Saved entries

▬▬▬▬▬▬▬▬▬▬

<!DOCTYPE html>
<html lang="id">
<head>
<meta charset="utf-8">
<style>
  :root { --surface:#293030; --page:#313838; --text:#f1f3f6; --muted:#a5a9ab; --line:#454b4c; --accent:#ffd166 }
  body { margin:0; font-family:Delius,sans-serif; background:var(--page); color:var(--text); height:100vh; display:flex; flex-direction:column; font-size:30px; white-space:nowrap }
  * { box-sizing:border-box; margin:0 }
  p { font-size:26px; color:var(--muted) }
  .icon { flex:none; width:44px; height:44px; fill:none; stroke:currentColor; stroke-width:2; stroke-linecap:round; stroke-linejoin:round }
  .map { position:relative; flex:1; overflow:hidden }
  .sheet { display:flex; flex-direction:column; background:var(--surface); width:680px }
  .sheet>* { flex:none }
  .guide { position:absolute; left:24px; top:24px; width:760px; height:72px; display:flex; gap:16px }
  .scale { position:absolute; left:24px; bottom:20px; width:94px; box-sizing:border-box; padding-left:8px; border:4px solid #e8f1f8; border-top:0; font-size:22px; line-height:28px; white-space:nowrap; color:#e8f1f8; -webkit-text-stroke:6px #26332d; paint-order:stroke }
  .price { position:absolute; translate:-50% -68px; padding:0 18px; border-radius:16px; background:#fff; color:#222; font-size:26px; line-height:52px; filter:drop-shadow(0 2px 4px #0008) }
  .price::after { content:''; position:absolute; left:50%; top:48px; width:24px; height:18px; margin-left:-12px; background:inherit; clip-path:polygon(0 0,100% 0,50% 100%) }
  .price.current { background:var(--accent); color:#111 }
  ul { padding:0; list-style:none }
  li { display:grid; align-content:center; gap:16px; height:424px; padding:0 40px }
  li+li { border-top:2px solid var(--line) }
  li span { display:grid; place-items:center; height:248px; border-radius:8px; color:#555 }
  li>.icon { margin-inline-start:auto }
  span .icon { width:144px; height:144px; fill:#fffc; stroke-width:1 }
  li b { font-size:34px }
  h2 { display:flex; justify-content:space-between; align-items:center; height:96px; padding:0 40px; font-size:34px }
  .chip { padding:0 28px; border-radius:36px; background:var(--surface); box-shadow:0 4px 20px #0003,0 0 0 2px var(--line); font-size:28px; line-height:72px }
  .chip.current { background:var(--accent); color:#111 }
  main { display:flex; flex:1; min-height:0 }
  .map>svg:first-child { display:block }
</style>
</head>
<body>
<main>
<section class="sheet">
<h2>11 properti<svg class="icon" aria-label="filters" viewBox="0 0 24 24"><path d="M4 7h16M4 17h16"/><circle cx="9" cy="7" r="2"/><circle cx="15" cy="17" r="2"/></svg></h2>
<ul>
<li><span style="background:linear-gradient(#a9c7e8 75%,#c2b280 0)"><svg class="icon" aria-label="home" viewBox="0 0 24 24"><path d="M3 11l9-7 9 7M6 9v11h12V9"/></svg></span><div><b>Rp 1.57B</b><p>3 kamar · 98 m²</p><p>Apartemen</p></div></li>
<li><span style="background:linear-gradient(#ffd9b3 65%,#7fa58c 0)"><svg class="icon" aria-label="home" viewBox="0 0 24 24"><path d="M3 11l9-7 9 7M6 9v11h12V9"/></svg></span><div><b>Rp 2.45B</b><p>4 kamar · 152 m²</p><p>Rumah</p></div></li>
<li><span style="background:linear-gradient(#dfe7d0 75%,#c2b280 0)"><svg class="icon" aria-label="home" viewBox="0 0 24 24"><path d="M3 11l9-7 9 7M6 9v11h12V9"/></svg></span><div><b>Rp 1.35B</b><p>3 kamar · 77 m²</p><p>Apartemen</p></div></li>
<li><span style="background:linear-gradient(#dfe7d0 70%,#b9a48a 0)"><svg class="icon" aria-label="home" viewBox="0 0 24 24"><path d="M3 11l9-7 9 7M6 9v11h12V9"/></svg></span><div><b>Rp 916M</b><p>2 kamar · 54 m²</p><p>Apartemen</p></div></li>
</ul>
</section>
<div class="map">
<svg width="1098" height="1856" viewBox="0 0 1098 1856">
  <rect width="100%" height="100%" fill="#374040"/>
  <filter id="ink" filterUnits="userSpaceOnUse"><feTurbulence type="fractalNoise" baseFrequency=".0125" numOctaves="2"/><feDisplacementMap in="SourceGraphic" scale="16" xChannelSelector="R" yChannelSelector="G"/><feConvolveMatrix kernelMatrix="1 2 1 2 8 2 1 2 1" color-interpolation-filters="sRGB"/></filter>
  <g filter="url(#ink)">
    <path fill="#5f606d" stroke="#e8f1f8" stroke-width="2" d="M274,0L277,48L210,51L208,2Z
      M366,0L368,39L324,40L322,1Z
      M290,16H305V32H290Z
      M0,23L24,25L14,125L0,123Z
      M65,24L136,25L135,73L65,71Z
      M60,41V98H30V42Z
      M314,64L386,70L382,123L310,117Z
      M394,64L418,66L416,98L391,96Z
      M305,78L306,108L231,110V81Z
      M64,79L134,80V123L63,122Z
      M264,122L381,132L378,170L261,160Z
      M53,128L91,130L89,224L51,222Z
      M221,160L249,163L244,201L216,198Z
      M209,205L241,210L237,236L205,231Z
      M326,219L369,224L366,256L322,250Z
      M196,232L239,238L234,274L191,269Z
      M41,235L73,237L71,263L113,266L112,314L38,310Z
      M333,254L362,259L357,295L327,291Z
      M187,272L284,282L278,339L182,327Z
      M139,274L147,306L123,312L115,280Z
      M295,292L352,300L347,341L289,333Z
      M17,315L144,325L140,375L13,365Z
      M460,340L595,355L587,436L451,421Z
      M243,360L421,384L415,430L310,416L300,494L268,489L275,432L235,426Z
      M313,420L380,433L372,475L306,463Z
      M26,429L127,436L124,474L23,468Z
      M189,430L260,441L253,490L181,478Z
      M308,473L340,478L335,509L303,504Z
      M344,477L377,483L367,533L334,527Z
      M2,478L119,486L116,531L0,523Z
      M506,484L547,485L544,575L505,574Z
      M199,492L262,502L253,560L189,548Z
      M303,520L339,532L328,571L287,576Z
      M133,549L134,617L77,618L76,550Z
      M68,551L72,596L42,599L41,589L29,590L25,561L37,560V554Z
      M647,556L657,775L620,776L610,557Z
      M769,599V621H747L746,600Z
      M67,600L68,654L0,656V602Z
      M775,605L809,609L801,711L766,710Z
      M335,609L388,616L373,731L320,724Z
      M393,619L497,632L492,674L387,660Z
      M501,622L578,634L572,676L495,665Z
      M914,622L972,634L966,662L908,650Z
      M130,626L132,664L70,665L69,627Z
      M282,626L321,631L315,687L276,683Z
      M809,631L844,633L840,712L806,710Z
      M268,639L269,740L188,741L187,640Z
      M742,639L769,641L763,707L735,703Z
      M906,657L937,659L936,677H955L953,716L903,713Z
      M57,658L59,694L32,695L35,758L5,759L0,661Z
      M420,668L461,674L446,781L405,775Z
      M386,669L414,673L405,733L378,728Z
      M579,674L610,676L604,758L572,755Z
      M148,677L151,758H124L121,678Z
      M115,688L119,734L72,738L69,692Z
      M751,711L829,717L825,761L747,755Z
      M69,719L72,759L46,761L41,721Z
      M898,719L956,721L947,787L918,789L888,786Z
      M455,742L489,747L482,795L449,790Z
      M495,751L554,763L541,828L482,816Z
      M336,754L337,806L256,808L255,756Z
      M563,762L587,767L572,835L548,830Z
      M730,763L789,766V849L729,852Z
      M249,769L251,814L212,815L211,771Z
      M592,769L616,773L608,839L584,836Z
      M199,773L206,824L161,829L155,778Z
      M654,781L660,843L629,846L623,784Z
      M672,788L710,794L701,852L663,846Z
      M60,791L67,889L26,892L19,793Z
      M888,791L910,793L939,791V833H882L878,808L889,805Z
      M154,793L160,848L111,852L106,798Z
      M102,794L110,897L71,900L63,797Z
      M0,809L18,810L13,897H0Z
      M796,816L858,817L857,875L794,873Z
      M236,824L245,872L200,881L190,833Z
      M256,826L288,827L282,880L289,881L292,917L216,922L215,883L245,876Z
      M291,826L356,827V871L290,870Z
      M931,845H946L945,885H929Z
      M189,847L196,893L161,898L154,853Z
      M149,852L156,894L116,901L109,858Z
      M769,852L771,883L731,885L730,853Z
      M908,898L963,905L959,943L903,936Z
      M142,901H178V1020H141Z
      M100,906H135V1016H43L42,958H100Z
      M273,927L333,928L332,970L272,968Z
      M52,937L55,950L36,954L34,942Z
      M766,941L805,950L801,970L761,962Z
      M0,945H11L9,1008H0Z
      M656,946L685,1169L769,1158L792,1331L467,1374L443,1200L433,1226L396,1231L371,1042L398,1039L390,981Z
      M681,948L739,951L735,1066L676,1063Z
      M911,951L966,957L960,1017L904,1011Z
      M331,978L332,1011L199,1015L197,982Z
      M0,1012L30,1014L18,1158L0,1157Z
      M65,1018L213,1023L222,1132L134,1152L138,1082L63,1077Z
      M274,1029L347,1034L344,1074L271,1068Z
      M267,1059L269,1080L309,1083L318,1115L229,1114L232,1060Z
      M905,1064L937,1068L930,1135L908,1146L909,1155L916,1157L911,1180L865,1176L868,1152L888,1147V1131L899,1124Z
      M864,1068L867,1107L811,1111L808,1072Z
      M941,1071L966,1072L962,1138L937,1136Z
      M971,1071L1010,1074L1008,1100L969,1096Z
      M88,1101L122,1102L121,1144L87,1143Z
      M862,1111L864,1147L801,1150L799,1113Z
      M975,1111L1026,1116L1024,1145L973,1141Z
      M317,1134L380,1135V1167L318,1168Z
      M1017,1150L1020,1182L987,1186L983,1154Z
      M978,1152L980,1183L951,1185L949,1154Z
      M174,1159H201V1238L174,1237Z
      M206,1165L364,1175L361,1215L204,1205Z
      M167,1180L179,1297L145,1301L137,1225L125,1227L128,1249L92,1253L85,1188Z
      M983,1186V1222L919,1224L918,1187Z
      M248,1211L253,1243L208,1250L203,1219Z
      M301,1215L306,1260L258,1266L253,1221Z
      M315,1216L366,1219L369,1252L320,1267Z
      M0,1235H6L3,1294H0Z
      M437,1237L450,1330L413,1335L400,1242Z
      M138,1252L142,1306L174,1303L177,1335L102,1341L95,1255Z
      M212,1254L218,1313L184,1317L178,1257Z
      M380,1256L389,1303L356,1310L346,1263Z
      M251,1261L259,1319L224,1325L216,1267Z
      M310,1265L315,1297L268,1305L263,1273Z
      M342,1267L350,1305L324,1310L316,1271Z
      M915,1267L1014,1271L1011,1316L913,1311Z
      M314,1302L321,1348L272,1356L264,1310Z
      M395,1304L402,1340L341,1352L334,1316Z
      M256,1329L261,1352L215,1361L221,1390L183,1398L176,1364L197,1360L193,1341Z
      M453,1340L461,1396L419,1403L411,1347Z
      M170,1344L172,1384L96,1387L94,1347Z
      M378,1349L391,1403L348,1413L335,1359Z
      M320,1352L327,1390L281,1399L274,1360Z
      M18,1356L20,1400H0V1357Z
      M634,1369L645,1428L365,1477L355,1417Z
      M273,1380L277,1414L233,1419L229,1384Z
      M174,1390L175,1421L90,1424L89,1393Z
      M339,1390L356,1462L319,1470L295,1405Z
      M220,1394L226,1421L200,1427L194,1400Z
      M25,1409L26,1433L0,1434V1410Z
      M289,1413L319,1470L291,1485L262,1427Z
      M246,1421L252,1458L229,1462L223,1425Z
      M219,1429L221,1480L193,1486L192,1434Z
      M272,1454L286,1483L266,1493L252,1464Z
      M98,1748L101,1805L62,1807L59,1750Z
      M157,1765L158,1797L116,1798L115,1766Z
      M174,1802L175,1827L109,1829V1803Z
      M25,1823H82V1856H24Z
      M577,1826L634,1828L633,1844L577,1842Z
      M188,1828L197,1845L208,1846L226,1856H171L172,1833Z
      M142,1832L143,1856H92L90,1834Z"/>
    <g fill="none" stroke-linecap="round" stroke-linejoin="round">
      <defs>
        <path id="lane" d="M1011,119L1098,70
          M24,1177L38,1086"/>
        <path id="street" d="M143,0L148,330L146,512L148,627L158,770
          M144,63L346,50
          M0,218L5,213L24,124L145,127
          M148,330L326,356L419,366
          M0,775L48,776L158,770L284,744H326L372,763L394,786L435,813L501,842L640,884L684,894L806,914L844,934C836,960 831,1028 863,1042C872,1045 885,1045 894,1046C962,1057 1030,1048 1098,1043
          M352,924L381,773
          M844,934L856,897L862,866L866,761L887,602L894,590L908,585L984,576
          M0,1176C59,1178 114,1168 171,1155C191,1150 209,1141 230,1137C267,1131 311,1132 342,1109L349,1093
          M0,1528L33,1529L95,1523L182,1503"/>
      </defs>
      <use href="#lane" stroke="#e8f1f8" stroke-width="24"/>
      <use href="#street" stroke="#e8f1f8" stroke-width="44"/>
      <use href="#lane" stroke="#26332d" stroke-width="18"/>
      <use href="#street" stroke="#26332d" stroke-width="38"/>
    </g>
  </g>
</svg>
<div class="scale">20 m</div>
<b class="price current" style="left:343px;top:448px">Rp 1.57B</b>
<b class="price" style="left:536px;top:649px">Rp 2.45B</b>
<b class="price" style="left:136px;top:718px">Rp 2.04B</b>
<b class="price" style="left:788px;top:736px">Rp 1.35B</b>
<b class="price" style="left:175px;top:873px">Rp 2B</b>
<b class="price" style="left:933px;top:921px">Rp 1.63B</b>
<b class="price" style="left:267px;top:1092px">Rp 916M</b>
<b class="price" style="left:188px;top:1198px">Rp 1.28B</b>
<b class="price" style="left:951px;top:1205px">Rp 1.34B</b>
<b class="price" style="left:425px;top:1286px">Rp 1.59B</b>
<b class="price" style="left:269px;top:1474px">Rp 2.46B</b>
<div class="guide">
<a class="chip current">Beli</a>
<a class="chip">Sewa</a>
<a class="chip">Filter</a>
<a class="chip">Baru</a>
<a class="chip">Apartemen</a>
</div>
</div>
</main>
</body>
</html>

▬▬▬▬▬▬▬▬▬▬

YOUR GOAL | The output must consist solely of the lines from the first line of the records through the line containing "position:absolute; left:24px; top:24px;", reproduced exactly.

EXPECTED ANSWER |
<!DOCTYPE html>
<html lang="id">
<head>
<meta charset="utf-8">
<style>
  :root { --surface:#293030; --page:#313838; --text:#f1f3f6; --muted:#a5a9ab; --line:#454b4c; --accent:#ffd166 }
  body { margin:0; font-family:Delius,sans-serif; background:var(--page); color:var(--text); height:100vh; display:flex; flex-direction:column; font-size:30px; white-space:nowrap }
  * { box-sizing:border-box; margin:0 }
  p { font-size:26px; color:var(--muted) }
  .icon { flex:none; width:44px; height:44px; fill:none; stroke:currentColor; stroke-width:2; stroke-linecap:round; stroke-linejoin:round }
  .map { position:relative; flex:1; overflow:hidden }
  .sheet { display:flex; flex-direction:column; background:var(--surface); width:680px }
  .sheet>* { flex:none }
  .guide { position:absolute; left:24px; top:24px; width:760px; height:72px; display:flex; gap:16px }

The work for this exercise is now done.